◆ DATA EXCERPTS:

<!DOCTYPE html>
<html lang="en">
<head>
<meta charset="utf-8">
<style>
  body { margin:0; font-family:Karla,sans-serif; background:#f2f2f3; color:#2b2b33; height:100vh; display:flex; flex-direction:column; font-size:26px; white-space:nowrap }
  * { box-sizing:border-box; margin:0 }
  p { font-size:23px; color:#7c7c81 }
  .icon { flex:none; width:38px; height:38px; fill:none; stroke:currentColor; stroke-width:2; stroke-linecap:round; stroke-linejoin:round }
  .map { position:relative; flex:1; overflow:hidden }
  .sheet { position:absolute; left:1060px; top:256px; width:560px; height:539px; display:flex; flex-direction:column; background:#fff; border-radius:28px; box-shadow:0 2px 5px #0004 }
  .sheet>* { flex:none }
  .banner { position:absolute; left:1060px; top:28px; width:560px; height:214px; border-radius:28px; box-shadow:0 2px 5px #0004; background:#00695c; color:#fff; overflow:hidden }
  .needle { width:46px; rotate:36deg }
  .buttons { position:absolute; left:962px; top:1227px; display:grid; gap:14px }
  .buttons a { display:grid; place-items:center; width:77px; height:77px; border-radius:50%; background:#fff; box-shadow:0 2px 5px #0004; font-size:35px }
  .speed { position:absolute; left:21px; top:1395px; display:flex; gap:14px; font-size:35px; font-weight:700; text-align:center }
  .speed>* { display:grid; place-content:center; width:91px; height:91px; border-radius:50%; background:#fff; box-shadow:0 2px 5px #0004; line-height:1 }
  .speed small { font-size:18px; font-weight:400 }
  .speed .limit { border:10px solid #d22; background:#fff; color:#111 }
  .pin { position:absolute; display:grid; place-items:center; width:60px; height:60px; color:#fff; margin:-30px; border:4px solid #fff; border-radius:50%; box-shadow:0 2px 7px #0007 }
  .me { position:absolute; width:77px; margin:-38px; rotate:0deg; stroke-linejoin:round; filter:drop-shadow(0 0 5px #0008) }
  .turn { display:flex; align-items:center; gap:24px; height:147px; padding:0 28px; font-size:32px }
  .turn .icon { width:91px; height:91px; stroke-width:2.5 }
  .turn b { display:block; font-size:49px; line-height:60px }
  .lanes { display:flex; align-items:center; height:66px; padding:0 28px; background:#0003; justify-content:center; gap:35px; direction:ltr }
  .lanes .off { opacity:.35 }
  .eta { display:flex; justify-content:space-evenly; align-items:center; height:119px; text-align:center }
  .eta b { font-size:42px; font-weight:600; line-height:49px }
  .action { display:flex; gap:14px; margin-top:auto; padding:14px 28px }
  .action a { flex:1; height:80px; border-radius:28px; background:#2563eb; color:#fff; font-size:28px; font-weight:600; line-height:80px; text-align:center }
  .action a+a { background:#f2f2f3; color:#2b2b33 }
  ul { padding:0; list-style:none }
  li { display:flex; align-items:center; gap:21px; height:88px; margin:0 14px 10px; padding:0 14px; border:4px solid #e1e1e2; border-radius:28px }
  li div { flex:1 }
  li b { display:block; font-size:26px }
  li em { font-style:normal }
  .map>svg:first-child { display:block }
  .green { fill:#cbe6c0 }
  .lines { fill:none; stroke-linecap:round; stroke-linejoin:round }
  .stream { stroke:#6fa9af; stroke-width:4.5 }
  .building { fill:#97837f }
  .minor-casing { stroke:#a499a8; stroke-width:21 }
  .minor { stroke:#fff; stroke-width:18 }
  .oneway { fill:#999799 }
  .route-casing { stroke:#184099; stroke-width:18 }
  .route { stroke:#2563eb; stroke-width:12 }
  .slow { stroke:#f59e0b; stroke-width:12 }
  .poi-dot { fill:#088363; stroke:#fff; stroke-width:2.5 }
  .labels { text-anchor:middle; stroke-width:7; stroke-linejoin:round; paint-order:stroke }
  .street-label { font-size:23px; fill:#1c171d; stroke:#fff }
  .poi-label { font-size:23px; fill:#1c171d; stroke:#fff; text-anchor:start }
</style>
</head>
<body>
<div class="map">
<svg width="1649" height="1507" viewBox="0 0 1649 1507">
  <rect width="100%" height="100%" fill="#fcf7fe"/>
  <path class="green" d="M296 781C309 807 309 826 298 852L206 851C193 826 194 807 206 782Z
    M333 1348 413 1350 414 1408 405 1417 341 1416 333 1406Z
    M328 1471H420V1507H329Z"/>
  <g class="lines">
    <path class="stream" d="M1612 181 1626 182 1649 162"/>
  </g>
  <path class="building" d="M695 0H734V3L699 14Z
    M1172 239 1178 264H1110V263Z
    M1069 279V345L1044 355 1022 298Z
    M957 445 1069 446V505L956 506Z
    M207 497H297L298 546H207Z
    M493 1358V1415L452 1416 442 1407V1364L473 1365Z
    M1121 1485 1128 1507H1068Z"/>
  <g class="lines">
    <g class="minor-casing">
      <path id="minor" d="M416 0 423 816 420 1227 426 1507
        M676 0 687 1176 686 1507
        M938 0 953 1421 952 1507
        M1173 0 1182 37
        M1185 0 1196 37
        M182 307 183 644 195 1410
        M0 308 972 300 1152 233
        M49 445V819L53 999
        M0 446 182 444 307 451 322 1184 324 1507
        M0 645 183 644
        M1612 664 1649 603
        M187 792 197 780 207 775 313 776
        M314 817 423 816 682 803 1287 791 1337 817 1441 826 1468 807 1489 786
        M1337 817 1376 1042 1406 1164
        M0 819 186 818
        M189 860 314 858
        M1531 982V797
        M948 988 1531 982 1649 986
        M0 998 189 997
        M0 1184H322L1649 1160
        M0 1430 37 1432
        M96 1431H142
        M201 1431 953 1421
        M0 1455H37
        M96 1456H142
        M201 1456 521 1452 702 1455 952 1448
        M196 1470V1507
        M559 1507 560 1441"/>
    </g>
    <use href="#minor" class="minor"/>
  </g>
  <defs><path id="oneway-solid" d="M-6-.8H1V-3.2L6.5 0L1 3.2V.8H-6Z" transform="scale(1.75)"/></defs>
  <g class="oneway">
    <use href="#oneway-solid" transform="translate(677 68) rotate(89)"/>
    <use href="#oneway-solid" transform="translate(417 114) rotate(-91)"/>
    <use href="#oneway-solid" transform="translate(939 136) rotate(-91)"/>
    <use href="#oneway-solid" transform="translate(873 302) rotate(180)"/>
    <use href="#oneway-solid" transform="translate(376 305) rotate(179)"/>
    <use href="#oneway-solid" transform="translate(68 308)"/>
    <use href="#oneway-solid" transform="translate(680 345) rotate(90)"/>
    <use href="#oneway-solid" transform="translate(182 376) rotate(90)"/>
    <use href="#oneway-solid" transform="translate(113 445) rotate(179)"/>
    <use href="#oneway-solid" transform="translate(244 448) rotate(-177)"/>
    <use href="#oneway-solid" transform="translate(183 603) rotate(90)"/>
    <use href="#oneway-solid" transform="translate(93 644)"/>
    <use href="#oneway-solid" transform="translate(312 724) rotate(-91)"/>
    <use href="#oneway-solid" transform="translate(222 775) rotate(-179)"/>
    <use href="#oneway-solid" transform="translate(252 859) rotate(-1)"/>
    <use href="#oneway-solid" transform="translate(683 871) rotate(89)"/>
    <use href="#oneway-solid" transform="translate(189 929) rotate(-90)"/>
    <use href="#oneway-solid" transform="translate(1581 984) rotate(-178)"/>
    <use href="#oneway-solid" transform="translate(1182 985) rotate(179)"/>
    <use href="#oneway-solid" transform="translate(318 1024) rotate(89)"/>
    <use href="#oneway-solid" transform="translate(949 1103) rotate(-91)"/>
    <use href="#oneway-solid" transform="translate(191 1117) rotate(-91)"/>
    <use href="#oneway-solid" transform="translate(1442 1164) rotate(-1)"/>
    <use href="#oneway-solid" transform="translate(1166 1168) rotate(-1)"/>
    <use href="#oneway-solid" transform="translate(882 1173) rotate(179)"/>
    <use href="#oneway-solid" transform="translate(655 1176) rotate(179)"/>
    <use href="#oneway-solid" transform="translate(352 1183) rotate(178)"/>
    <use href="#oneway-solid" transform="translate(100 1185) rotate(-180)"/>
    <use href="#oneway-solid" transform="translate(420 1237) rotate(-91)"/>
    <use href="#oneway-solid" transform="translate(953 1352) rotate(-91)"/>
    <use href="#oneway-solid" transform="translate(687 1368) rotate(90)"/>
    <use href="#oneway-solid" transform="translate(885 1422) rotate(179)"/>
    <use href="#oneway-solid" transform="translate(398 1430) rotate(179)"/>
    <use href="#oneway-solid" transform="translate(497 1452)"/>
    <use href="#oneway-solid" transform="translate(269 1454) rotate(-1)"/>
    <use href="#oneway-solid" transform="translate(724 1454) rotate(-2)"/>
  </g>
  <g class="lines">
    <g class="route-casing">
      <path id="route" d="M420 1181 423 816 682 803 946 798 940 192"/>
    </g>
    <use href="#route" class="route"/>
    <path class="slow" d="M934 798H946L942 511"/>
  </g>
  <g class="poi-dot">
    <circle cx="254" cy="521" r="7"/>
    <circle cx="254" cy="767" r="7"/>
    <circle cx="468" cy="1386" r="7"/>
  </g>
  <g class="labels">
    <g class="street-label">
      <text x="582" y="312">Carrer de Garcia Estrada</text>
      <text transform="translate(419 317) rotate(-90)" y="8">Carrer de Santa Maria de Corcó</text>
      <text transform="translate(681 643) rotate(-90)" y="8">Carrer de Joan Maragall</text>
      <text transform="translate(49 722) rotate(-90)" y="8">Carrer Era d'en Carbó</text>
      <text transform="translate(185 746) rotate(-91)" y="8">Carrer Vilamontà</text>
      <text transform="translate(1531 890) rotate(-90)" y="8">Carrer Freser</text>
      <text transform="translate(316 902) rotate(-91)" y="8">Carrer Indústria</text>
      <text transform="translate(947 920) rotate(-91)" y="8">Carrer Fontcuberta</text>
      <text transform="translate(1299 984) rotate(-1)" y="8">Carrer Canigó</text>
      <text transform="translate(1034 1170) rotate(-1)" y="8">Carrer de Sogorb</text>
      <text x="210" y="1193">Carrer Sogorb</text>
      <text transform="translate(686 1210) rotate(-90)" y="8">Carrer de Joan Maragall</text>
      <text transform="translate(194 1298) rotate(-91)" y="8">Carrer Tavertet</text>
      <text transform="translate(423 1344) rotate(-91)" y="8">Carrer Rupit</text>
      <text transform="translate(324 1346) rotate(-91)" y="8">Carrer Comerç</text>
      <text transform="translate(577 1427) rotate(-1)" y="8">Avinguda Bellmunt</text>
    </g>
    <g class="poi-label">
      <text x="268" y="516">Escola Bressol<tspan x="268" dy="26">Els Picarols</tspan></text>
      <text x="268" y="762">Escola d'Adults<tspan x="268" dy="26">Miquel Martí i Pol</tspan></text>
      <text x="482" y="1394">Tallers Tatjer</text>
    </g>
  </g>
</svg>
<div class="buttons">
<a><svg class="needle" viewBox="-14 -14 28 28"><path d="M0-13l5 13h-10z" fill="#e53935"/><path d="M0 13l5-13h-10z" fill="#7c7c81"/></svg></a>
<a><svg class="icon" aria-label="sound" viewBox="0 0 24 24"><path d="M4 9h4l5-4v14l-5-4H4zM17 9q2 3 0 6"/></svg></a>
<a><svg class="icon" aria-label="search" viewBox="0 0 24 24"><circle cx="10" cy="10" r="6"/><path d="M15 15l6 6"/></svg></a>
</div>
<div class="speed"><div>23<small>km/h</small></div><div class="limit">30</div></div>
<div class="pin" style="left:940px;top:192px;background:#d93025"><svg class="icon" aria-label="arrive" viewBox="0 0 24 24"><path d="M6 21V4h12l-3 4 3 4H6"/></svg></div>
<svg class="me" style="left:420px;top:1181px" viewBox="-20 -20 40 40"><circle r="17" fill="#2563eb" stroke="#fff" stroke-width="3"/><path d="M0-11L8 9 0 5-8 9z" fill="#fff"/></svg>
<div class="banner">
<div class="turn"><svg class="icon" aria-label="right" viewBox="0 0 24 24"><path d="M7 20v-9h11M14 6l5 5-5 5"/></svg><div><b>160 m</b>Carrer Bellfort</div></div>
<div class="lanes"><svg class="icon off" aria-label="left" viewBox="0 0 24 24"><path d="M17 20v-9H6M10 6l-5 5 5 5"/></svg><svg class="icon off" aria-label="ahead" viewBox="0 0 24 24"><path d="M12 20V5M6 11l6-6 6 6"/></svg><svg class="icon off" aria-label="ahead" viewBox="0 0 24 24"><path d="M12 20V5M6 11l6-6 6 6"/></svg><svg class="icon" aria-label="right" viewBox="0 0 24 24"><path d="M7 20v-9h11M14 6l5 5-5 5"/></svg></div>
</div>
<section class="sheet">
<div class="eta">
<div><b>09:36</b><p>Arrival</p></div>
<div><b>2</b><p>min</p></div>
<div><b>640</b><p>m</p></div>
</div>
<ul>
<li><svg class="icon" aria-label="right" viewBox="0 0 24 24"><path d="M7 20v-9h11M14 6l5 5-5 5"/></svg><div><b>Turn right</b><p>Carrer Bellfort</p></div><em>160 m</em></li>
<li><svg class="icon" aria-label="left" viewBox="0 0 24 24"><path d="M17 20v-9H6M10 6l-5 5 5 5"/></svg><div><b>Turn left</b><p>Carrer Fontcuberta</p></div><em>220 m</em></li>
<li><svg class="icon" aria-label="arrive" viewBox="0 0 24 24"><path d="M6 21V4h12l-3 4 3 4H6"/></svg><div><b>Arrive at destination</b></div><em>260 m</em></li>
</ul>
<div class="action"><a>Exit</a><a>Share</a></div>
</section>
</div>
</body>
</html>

◆ WHAT YOU WILL DO: The required output is every line above that contains the string "hidden".

◆ OUTPUT:
  .map { position:relative; flex:1; overflow:hidden }
  .banner { position:absolute; left:1060px; top:28px; width:560px; height:214px; border-radius:28px; box-shadow:0 2px 5px #0004; background:#00695c; color:#fff; overflow:hidden }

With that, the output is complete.